For This Actor, Gravel Flats Was Devine
In the Golden Age of Hollywood, many Southland communities saluted screen star residents as honorary mayors. Van Nuys extended such a title in 1938 to western actor Andy Devine.
Well-liked by audiences and fellow actors, Devine had a ranch on Woodman Avenue he called Gravel Flats. A favorite gathering place for his show business pals, it was named not for the soil--which was rich enough to grow towering corn crops--but for the owner’s distinctively squeaky voice, the result of a childhood vocal cord injury when he tripped with a curtain rod in his mouth.
The Arizona native was a star athlete at Santa Clara University, then drifted south to play a little pro football and pick up bit movie parts. When talkies arrived, the gravelly voice was his undoing. In one early sound movie, he was reduced to carrying the microphone. He quit for a job as a Venice lifeguard until a friend suggested he read for a small comic role. His bulky football player’s gag line delivered in a squeak was a big hit, and his new career was assured.
He appeared in hundreds of movies, mostly as second-fiddle in countless horse operas. Among his most notable roles was that of Buck the driver in the 1939 John Ford classic “Stagecoach.”

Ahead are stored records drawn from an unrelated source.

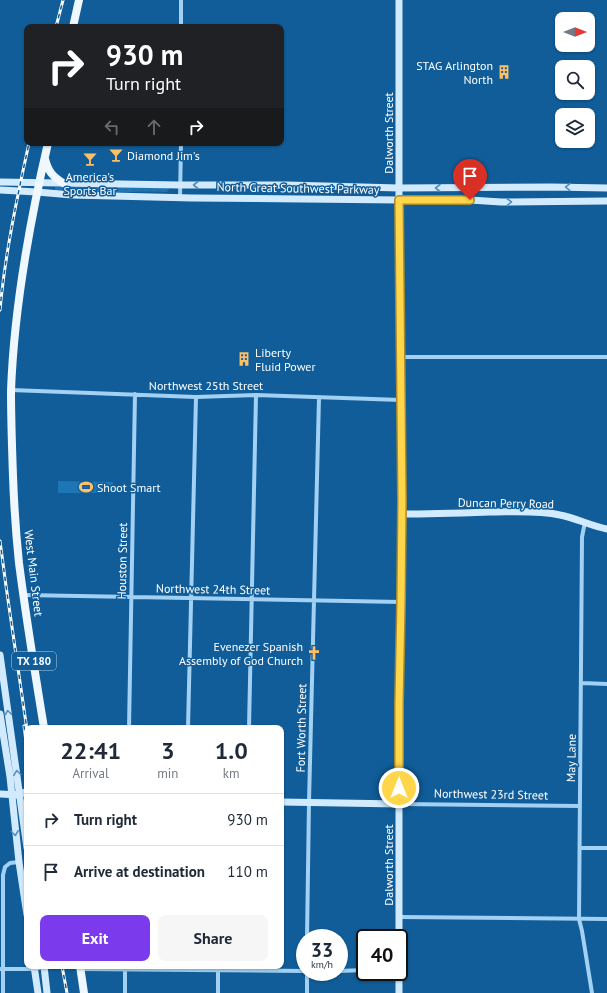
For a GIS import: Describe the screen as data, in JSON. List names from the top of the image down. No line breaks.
{"streets":{"main road":["Dalworth Street","North Great Southwest Parkway","Duncan Perry Road","West Main Street","TX 180","Northwest 23rd Street"],"street":["Northwest 25th Street","Houston Street","Northwest 24th Street","Fort Worth Street","May Lane"]},"crossings":[["Dalworth Street","North Great Southwest Parkway"],["Dalworth Street","Northwest 25th Street"],["Dalworth Street","Duncan Perry Road"],["Dalworth Street","Northwest 24th Street"],["Dalworth Street","Northwest 23rd Street"],["North Great Southwest Parkway","West Main Street"],["North Great Southwest Parkway","TX 180"],["Northwest 25th Street","Houston Street"],["Northwest 25th Street","West Main Street"],["Northwest 25th Street","Fort Worth Street"],["Duncan Perry Road","May Lane"],["Houston Street","Northwest 24th Street"],["West Main Street","Northwest 24th Street"],["West Main Street","TX 180"],["Northwest 24th Street","Fort Worth Street"],["Fort Worth Street","Northwest 23rd Street"],["May Lane","Northwest 23rd Street"]],"places":{"building":["STAG Arlington North","Liberty Fluid Power"],"bar":["Diamond Jim's","America's Sports Bar"],"sports":["Shoot Smart"],"church":["Evenezer Spanish Assembly of God Church"]},"north":"right","page":{"turn":["930 m","Turn right"],"eta":["22:41","Arrival","3","min","1.0","km"],"list":[{"name":"Turn right","value":"930 m"},{"name":"Arrive at destination","value":"110 m"}],"buttons":["Exit","Share"],"speed":"33 km/h","limit":"40"}}
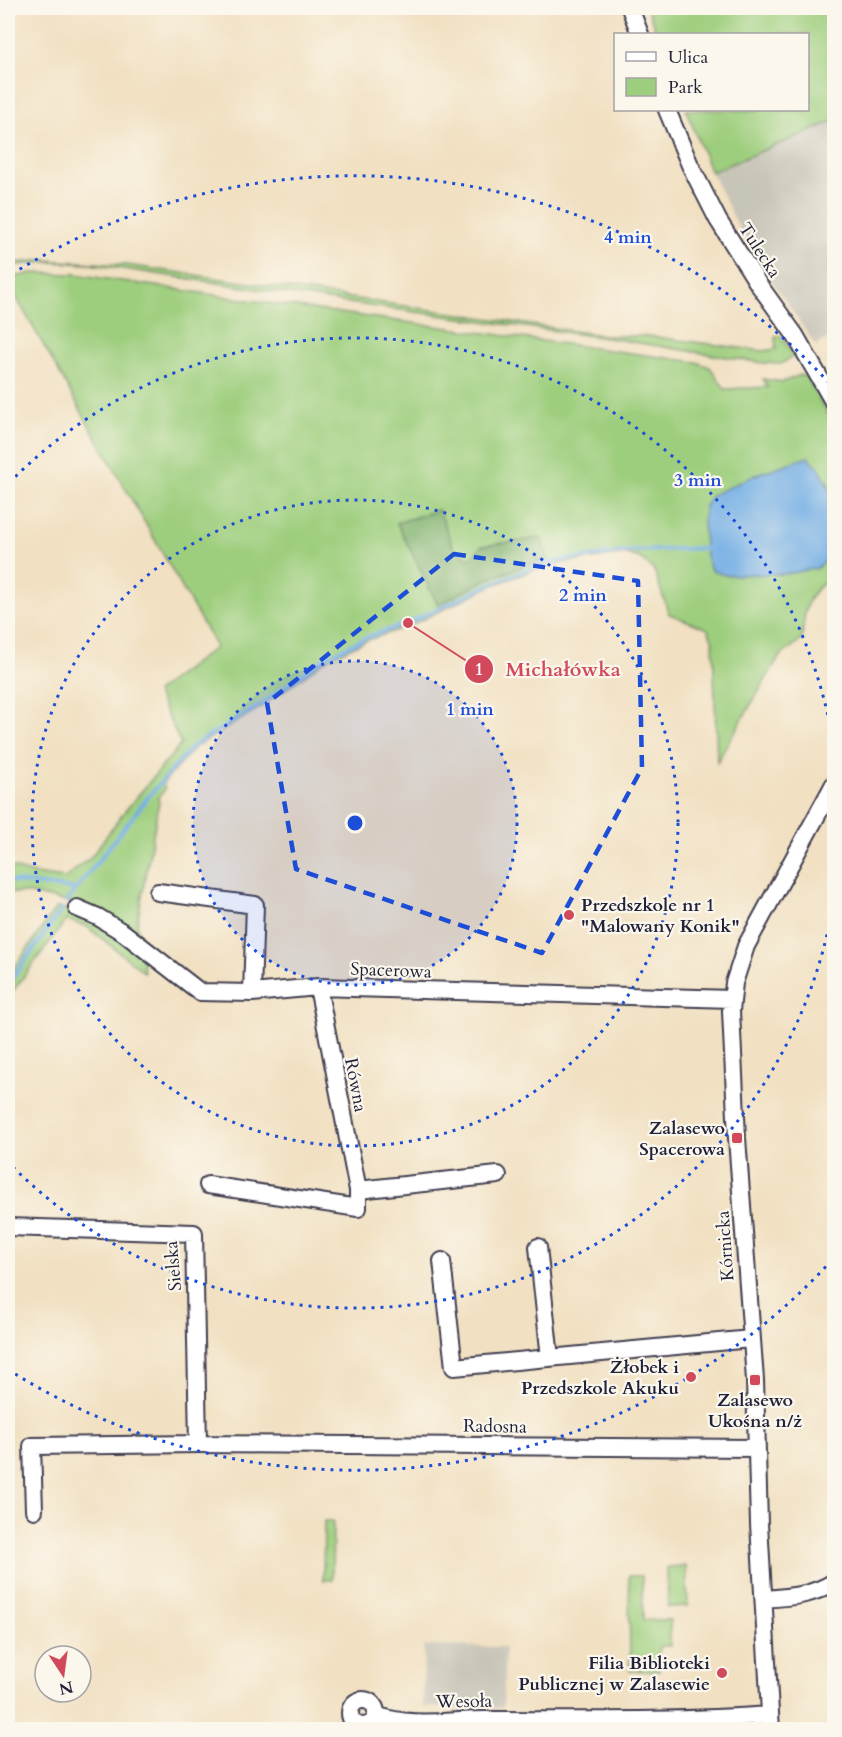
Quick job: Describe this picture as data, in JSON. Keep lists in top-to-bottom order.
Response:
{
  "streets": {
    "street": [
      "Tulecka",
      "Spacerowa",
      "Równa",
      "Kórnicka",
      "Sielska",
      "Radosna",
      "Wesoła"
    ]
  },
  "crossings": [
    ["Spacerowa", "Równa"],
    ["Spacerowa", "Kórnicka"],
    ["Kórnicka", "Radosna"],
    ["Kórnicka", "Wesoła"],
    ["Sielska", "Radosna"]
  ],
  "places": {
    "other": [
      "Michałówka",
      "Przedszkole nr 1 \"Malowany Konik\"",
      "Żłobek i Przedszkole Akuku",
      "Filia Biblioteki Publicznej w Zalasewie"
    ],
    "transit": ["Zalasewo Spacerowa", "Zalasewo Ukośna n/ż"]
  },
  "legend": ["Ulica", "Park"],
  "north": "bottom",
  "rings": [
    "4 min",
    "3 min",
    "2 min",
    "1 min"
  ]
}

He segued easily into two early television series. He was Jingles the sidekick in “The Adventures of Wild Bill Hickok” and then the leader of “Andy’s Gang.”
He yielded the Van Nuys ceremonial mayoralty in 1958 after moving to Newport Beach, and worked until he fell ill with leukemia, succumbing in 1977 at the age of 71.
He kept a fond spot in his heart for the Valley. He often half-joked that after he sold Gravel Flats to apartment developers he could retire any time, without a worry about starving.